Action item ▸ How many lines in the data below include the word "butt"? State the number alone.
______
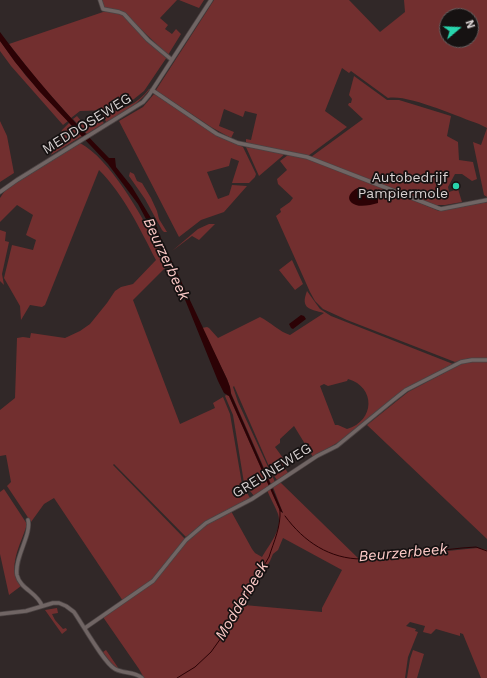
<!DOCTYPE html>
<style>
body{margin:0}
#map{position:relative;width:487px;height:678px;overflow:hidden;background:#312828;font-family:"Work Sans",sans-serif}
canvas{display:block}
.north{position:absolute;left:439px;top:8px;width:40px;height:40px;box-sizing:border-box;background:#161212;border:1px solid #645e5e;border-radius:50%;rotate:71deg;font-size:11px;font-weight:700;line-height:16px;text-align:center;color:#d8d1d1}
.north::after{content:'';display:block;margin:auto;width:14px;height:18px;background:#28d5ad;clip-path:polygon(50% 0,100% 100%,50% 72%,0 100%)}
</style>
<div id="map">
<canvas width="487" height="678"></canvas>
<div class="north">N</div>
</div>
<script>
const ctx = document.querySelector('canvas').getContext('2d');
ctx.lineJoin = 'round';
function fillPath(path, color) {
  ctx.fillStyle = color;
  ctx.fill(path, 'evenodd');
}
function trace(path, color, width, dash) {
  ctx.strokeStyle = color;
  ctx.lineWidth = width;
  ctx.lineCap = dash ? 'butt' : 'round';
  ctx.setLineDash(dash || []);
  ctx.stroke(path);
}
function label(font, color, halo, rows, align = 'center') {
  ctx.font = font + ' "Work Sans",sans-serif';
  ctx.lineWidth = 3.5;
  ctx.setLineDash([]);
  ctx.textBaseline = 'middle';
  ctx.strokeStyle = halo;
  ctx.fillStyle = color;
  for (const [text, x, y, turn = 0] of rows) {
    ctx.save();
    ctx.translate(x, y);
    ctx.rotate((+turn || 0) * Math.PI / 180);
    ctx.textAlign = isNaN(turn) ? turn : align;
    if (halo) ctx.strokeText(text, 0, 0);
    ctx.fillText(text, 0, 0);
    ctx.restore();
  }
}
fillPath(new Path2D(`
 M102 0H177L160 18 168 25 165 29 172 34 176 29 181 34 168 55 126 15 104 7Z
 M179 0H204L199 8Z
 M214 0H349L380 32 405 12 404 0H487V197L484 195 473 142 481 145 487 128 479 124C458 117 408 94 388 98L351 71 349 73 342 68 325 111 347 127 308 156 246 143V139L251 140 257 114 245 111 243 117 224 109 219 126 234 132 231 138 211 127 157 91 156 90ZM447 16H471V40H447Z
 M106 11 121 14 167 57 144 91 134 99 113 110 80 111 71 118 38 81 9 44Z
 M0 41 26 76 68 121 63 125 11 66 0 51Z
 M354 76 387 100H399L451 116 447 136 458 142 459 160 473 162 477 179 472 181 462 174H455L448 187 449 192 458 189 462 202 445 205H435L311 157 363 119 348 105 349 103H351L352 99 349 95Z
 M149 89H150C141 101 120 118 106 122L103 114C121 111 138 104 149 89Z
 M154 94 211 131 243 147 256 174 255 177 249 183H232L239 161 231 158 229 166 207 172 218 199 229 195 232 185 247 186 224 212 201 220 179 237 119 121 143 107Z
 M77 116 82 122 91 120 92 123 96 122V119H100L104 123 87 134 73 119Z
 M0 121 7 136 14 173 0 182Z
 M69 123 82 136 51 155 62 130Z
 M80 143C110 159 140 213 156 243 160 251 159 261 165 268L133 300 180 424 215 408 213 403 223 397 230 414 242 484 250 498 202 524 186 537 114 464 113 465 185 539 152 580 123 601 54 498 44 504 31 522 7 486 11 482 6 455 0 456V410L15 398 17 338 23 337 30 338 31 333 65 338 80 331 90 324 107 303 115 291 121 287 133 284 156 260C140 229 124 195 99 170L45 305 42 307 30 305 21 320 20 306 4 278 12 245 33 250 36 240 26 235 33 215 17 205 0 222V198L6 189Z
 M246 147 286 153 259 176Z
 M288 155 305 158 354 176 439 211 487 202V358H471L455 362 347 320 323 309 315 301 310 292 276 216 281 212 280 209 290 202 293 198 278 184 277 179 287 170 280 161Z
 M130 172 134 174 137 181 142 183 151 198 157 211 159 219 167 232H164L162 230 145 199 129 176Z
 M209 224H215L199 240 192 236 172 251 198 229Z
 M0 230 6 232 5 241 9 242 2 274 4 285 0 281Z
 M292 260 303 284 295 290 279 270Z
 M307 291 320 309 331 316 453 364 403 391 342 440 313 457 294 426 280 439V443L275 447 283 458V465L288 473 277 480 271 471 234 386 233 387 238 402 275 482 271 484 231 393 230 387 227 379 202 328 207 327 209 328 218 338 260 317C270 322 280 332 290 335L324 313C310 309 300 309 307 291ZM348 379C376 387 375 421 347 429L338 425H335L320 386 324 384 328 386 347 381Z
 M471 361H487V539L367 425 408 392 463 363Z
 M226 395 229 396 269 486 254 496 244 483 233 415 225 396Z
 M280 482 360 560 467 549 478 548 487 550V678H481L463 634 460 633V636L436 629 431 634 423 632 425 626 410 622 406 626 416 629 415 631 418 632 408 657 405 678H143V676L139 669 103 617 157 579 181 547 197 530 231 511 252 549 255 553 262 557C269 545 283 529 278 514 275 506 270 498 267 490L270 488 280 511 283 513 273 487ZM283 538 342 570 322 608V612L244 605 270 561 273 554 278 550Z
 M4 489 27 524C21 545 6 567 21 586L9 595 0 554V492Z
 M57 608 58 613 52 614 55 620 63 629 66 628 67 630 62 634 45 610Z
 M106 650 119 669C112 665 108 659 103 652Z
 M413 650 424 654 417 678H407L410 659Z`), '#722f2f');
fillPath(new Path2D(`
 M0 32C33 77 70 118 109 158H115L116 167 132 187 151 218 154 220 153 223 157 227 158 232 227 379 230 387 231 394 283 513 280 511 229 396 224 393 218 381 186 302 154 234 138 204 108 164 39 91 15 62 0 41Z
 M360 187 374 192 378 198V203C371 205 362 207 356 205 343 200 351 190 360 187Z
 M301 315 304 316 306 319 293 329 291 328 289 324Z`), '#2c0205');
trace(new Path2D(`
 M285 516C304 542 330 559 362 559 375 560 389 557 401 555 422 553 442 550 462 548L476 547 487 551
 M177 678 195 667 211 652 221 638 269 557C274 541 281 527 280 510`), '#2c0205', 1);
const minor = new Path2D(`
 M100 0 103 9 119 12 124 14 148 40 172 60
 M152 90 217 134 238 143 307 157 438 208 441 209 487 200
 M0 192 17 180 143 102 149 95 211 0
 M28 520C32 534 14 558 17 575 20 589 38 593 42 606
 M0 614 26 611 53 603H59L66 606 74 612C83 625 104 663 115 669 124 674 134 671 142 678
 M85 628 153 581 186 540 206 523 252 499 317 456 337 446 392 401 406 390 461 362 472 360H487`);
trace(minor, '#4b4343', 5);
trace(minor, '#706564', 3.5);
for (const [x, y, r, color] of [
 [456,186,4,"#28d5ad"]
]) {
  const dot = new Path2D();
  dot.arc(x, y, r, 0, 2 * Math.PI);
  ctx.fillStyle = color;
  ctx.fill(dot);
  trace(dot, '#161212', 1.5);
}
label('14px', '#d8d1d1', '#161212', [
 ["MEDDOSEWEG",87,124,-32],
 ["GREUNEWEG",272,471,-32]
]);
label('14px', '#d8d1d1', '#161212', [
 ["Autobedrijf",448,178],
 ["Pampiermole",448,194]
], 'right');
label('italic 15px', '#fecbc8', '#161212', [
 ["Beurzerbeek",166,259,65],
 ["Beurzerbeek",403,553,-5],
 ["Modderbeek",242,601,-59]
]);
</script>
______
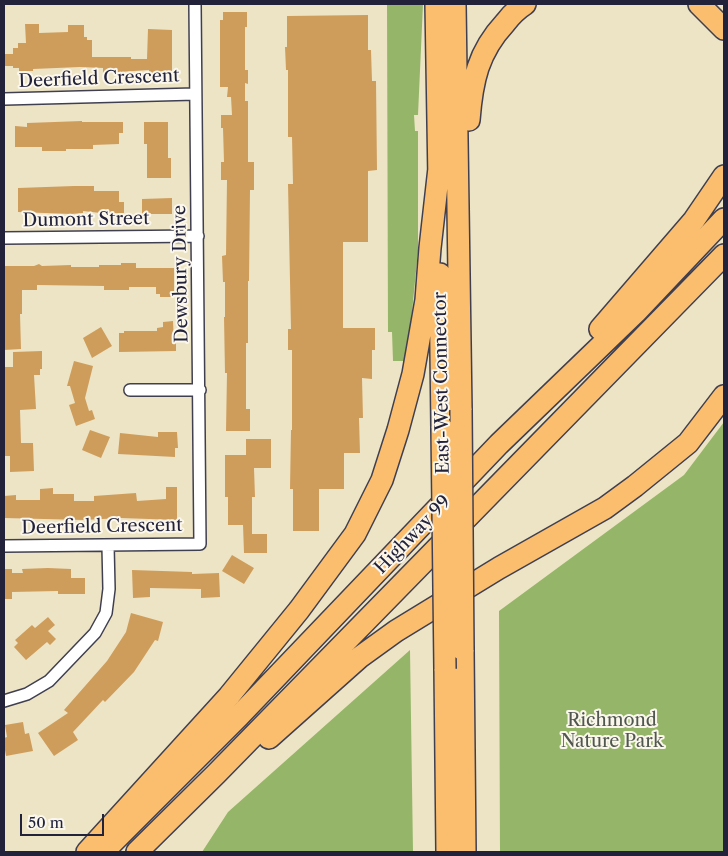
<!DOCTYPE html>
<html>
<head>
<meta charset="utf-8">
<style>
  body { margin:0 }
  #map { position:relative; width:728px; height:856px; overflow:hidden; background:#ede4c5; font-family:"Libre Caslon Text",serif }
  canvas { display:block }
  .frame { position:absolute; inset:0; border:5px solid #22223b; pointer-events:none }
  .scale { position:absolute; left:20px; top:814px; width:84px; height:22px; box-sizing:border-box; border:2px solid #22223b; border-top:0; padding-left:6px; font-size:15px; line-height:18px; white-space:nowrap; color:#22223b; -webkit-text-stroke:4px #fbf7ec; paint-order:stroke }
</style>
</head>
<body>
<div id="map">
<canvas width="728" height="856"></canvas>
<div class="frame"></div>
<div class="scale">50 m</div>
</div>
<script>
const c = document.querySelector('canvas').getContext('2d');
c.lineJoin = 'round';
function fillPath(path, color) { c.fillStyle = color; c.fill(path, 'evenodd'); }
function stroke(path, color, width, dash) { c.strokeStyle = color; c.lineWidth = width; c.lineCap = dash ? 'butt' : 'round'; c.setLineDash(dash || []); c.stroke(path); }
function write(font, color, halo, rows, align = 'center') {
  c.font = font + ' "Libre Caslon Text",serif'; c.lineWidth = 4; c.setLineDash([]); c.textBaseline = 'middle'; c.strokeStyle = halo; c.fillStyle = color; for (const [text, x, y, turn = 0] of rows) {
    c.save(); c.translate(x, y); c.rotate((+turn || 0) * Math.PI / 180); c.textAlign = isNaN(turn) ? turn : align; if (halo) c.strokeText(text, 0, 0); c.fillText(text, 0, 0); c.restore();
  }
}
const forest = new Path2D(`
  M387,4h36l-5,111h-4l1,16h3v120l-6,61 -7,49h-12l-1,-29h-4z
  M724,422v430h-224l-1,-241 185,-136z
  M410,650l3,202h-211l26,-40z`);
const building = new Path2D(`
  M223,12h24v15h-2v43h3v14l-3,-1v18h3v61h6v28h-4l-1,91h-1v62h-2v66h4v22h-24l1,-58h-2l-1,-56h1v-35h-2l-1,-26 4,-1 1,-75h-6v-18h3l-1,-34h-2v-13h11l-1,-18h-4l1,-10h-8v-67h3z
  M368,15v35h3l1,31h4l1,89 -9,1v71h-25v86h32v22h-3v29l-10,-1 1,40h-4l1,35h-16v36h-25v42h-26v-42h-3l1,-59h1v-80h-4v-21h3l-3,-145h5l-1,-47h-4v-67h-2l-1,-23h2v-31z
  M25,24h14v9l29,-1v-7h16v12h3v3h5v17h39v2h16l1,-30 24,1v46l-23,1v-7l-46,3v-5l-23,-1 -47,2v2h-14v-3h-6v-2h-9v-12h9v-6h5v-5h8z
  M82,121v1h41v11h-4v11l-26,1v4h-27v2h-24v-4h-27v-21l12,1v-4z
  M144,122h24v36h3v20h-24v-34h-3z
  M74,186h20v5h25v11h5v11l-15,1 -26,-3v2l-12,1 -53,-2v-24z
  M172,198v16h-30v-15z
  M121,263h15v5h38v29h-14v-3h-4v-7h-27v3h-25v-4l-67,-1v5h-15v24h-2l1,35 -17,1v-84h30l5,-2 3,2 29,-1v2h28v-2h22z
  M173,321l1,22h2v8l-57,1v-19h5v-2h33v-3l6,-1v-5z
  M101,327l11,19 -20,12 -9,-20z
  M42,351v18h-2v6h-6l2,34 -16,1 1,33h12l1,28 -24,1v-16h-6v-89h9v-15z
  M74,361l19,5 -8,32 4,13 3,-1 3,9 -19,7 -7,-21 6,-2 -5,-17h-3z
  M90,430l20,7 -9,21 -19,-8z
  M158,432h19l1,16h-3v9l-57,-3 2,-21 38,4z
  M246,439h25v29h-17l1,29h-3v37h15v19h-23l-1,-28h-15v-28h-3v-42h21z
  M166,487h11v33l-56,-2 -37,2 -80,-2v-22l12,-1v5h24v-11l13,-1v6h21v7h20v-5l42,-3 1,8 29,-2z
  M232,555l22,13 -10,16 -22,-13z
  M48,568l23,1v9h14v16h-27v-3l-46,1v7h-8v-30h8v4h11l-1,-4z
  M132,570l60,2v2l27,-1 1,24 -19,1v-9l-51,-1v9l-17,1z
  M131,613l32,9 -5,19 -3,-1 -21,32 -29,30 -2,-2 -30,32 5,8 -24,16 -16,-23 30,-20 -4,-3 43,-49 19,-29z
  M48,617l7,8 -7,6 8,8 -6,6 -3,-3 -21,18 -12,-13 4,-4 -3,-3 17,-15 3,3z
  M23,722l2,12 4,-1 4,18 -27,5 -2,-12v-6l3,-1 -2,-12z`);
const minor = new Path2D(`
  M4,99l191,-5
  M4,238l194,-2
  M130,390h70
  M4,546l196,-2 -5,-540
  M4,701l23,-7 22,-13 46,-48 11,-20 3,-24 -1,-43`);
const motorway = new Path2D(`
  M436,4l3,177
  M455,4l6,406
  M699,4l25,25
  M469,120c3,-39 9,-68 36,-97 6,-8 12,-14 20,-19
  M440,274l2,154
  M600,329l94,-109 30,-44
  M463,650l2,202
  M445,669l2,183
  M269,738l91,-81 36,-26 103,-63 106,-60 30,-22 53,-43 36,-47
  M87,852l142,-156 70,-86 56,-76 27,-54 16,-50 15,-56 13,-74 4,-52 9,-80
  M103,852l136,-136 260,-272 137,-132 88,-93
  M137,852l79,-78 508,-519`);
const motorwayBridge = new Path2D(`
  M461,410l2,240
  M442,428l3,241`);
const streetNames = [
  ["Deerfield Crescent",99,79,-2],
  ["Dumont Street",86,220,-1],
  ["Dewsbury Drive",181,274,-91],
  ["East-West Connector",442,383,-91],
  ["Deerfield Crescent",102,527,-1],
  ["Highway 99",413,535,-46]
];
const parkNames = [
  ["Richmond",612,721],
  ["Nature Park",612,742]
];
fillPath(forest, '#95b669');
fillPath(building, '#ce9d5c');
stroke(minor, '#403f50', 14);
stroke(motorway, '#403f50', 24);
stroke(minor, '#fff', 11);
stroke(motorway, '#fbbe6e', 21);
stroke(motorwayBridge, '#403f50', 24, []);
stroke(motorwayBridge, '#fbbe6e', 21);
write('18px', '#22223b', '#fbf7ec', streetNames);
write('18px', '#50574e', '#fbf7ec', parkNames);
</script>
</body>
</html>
______
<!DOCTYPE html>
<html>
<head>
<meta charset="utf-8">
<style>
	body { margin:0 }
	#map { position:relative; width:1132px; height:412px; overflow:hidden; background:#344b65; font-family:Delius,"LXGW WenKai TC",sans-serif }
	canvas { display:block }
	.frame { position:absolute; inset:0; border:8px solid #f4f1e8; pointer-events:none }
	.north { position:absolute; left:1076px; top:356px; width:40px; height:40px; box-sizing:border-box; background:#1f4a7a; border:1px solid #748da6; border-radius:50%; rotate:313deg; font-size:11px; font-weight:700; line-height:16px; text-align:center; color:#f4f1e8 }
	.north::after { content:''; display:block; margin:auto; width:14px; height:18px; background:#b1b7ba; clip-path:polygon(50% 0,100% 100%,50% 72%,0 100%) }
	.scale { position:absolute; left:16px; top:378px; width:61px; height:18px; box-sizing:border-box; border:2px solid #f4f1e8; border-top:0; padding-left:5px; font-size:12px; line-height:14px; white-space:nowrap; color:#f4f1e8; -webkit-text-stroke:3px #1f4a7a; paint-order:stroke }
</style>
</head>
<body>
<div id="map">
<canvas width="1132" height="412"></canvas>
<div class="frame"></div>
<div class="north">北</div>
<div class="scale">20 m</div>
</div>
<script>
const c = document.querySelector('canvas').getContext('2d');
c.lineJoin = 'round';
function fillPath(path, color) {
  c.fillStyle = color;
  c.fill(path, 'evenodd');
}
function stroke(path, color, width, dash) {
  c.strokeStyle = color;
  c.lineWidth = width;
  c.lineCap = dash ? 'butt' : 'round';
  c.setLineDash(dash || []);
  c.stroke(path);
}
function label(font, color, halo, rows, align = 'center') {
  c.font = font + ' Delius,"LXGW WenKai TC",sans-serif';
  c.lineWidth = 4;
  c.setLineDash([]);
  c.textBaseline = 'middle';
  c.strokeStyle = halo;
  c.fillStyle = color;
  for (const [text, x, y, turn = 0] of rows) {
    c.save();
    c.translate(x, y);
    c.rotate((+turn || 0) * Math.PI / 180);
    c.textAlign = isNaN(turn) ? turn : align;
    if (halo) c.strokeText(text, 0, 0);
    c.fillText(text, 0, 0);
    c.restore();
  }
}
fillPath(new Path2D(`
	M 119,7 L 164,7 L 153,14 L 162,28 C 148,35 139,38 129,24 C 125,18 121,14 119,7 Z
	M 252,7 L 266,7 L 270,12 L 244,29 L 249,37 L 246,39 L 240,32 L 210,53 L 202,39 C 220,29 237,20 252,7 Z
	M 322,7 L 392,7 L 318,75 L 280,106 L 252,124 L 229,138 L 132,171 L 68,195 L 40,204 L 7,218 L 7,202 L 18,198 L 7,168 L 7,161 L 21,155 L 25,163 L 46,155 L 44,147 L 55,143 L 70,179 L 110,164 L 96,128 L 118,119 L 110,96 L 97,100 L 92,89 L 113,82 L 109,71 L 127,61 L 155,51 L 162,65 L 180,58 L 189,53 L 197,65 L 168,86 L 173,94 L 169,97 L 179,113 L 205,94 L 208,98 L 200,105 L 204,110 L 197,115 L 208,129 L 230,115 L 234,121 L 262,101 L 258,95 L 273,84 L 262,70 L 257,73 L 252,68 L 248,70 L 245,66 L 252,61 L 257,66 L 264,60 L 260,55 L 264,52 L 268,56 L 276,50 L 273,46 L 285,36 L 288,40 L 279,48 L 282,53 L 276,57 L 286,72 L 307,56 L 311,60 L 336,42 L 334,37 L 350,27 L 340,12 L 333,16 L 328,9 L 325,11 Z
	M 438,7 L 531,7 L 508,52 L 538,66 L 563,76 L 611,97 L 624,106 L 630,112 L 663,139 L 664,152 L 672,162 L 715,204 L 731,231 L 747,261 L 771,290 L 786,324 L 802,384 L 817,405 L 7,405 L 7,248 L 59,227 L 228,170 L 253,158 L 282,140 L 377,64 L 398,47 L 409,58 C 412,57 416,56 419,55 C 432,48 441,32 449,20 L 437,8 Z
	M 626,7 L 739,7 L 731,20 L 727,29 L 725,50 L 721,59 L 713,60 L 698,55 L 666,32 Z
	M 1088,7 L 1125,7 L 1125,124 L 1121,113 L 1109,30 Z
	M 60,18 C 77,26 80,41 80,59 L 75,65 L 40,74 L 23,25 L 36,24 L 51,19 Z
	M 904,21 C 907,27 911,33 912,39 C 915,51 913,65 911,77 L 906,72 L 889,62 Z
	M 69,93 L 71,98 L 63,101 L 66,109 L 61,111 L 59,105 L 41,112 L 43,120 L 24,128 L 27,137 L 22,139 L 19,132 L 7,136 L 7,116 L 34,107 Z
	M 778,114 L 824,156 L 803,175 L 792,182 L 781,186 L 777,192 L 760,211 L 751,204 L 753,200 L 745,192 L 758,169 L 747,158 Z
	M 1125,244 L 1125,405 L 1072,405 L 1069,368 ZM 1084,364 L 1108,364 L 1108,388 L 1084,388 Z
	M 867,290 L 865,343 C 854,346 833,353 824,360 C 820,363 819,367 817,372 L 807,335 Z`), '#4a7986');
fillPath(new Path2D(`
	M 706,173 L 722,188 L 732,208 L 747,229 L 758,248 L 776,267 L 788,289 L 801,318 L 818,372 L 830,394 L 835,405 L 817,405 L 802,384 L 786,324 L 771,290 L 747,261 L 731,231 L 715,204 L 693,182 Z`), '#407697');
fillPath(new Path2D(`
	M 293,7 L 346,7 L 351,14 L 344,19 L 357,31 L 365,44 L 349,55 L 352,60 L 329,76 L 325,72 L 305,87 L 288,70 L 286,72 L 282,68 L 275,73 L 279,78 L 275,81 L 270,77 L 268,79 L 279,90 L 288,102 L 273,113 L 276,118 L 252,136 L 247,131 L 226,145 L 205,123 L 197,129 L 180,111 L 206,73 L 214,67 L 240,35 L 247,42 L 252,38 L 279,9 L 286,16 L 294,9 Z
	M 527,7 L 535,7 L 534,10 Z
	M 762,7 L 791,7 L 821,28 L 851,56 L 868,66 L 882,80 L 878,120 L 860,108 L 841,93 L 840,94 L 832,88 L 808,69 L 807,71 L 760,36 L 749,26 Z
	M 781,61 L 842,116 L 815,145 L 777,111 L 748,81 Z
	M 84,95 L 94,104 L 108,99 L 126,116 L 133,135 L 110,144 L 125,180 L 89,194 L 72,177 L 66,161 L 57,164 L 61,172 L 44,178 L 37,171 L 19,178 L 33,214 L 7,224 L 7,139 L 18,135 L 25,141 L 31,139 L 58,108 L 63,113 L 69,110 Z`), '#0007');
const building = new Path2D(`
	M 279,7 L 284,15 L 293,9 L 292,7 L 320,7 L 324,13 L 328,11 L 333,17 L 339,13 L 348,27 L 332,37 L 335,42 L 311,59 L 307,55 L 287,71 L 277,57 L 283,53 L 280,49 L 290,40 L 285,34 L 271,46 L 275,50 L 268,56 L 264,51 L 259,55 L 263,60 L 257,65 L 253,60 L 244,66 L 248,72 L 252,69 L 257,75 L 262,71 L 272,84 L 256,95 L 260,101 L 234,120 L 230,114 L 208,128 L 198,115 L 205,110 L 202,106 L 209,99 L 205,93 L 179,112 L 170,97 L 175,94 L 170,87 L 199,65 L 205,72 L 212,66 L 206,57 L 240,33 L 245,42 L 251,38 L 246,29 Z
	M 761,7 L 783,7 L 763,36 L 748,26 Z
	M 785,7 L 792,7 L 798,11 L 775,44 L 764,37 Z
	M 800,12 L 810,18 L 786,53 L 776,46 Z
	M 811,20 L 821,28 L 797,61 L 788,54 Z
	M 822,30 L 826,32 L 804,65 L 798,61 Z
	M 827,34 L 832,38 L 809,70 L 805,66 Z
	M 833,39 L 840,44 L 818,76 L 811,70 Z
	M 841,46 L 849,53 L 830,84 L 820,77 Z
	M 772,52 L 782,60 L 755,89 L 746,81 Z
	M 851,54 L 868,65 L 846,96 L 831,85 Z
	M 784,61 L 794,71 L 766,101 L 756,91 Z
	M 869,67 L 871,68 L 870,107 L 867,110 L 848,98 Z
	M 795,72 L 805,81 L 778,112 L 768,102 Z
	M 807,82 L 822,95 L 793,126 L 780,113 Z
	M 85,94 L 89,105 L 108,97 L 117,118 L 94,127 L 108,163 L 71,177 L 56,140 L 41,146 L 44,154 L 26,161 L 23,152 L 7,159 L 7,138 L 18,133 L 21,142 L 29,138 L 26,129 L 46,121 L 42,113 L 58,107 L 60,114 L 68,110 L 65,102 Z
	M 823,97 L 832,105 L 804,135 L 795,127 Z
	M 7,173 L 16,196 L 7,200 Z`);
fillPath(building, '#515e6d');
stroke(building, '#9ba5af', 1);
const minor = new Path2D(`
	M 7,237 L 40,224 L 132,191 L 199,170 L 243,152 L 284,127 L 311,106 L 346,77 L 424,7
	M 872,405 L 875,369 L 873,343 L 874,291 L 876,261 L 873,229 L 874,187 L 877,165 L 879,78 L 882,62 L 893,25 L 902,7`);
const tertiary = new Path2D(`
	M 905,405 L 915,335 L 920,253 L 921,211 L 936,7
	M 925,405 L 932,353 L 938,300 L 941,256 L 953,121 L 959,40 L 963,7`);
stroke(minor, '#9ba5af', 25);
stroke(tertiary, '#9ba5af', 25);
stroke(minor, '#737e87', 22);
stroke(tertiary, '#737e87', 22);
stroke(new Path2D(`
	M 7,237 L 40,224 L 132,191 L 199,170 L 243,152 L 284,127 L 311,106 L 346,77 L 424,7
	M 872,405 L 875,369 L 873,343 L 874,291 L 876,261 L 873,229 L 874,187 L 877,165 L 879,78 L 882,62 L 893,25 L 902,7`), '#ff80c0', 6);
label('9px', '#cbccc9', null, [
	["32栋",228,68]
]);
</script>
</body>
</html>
______
Solution to the exercise ▸ 3